Write out the records in full and without alteration, setting aside their pictures.

** RECORDS TO PROCESS follows **

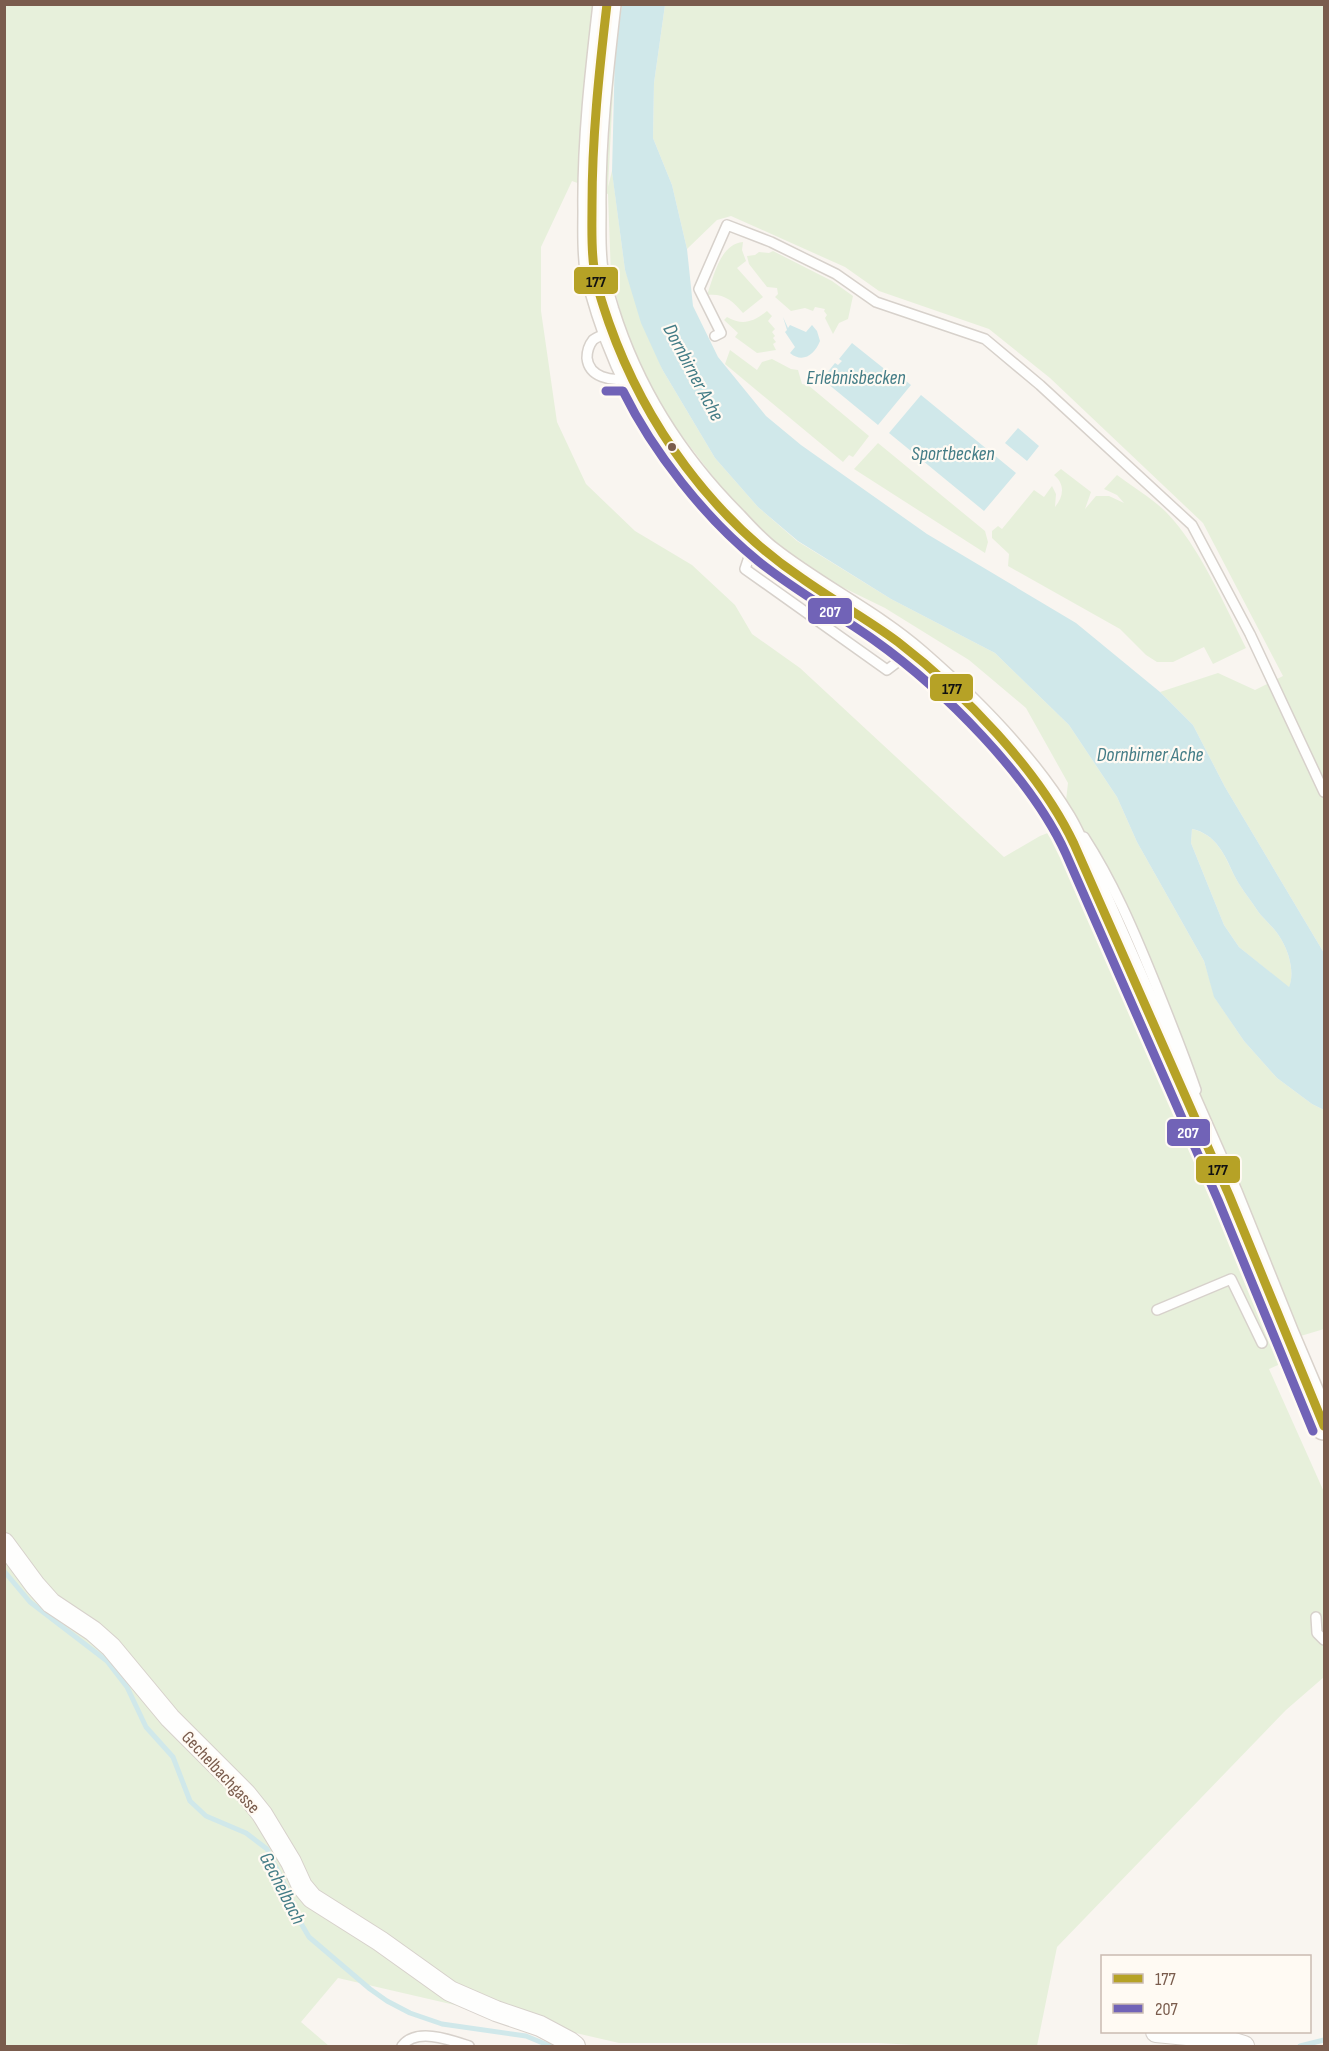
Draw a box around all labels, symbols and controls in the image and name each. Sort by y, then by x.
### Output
line badge: 177 [573,266,619,295]
text: 177 [586,273,606,292]
water label: Dornbirner Ache [657,320,729,425]
water label: Erlebnisbecken [806,366,906,390]
unlabelled marker [666,441,678,453]
water label: Sportbecken [911,442,995,466]
line badge: 207 [807,597,853,625]
text: 207 [819,603,841,622]
line badge: 177 [929,673,974,702]
text: 177 [942,680,962,699]
water label: Dornbirner Ache [1097,743,1204,767]
line badge: 207 [1166,1118,1211,1147]
text: 207 [1177,1124,1199,1143]
line badge: 177 [1195,1155,1241,1184]
text: 177 [1208,1161,1228,1180]
street label: Gechelbachgasse [177,1727,264,1818]
water label: Gechelbach [254,1848,310,1929]
legend [1101,1955,1311,2033]
text: 177 [1155,1969,1176,1990]
text: 207 [1155,1999,1178,2020]

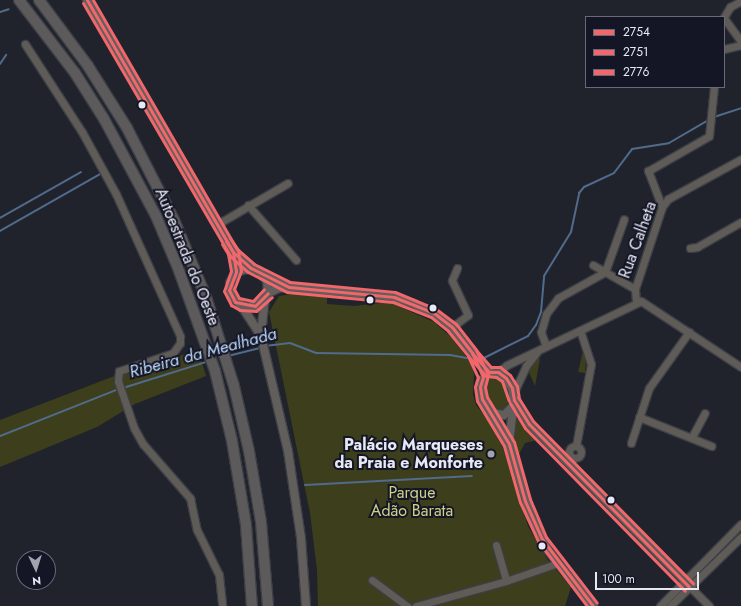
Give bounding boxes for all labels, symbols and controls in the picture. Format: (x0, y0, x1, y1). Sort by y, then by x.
legend (585, 16, 725, 88)
text: 2754 (623, 23, 650, 41)
text: 2751 (623, 43, 648, 61)
text: 2776 (623, 63, 649, 81)
unlabelled marker (137, 100, 147, 110)
street label: Autoestrada do Oeste (151, 185, 223, 329)
street label: Rua Calheta (615, 199, 661, 281)
unlabelled marker (365, 295, 375, 305)
unlabelled marker (428, 303, 438, 313)
water label: Ribeira da Mealhada (127, 324, 279, 382)
place label: Palácio Marqueses da Praia e Monforte (334, 435, 483, 473)
marker: Palácio Marqueses da Praia e Monforte (486, 449, 496, 459)
park label: Parque Adão Barata (371, 483, 453, 521)
unlabelled marker (606, 495, 616, 505)
unlabelled marker (537, 541, 547, 551)
north arrow (16, 550, 56, 590)
scale bar (597, 564, 701, 590)
text: 100 m (602, 570, 635, 588)
text: N (32, 573, 42, 589)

** End of RECORDS TO PROCESS **

## RESPONSE TO THIS EXERCISE
Draw a box around all labels, symbols and controls in the image and name each. Sort by y, then by x.
### Output
line badge: 177 [573,266,619,295]
text: 177 [586,273,606,292]
water label: Dornbirner Ache [657,320,729,425]
water label: Erlebnisbecken [806,366,906,390]
unlabelled marker [666,441,678,453]
water label: Sportbecken [911,442,995,466]
line badge: 207 [807,597,853,625]
text: 207 [819,603,841,622]
line badge: 177 [929,673,974,702]
text: 177 [942,680,962,699]
water label: Dornbirner Ache [1097,743,1204,767]
line badge: 207 [1166,1118,1211,1147]
text: 207 [1177,1124,1199,1143]
line badge: 177 [1195,1155,1241,1184]
text: 177 [1208,1161,1228,1180]
street label: Gechelbachgasse [177,1727,264,1818]
water label: Gechelbach [254,1848,310,1929]
legend [1101,1955,1311,2033]
text: 177 [1155,1969,1176,1990]
text: 207 [1155,1999,1178,2020]

Give bounding boxes for all labels, symbols and controls in the picture. Format: (x0, y0, x1, y1). Sort by y, then by x.
legend (585, 16, 725, 88)
text: 2754 (623, 23, 650, 41)
text: 2751 (623, 43, 648, 61)
text: 2776 (623, 63, 649, 81)
unlabelled marker (137, 100, 147, 110)
street label: Autoestrada do Oeste (151, 185, 223, 329)
street label: Rua Calheta (615, 199, 661, 281)
unlabelled marker (365, 295, 375, 305)
unlabelled marker (428, 303, 438, 313)
water label: Ribeira da Mealhada (127, 324, 279, 382)
place label: Palácio Marqueses da Praia e Monforte (334, 435, 483, 473)
marker: Palácio Marqueses da Praia e Monforte (486, 449, 496, 459)
park label: Parque Adão Barata (371, 483, 453, 521)
unlabelled marker (606, 495, 616, 505)
unlabelled marker (537, 541, 547, 551)
north arrow (16, 550, 56, 590)
scale bar (597, 564, 701, 590)
text: 100 m (602, 570, 635, 588)
text: N (32, 573, 42, 589)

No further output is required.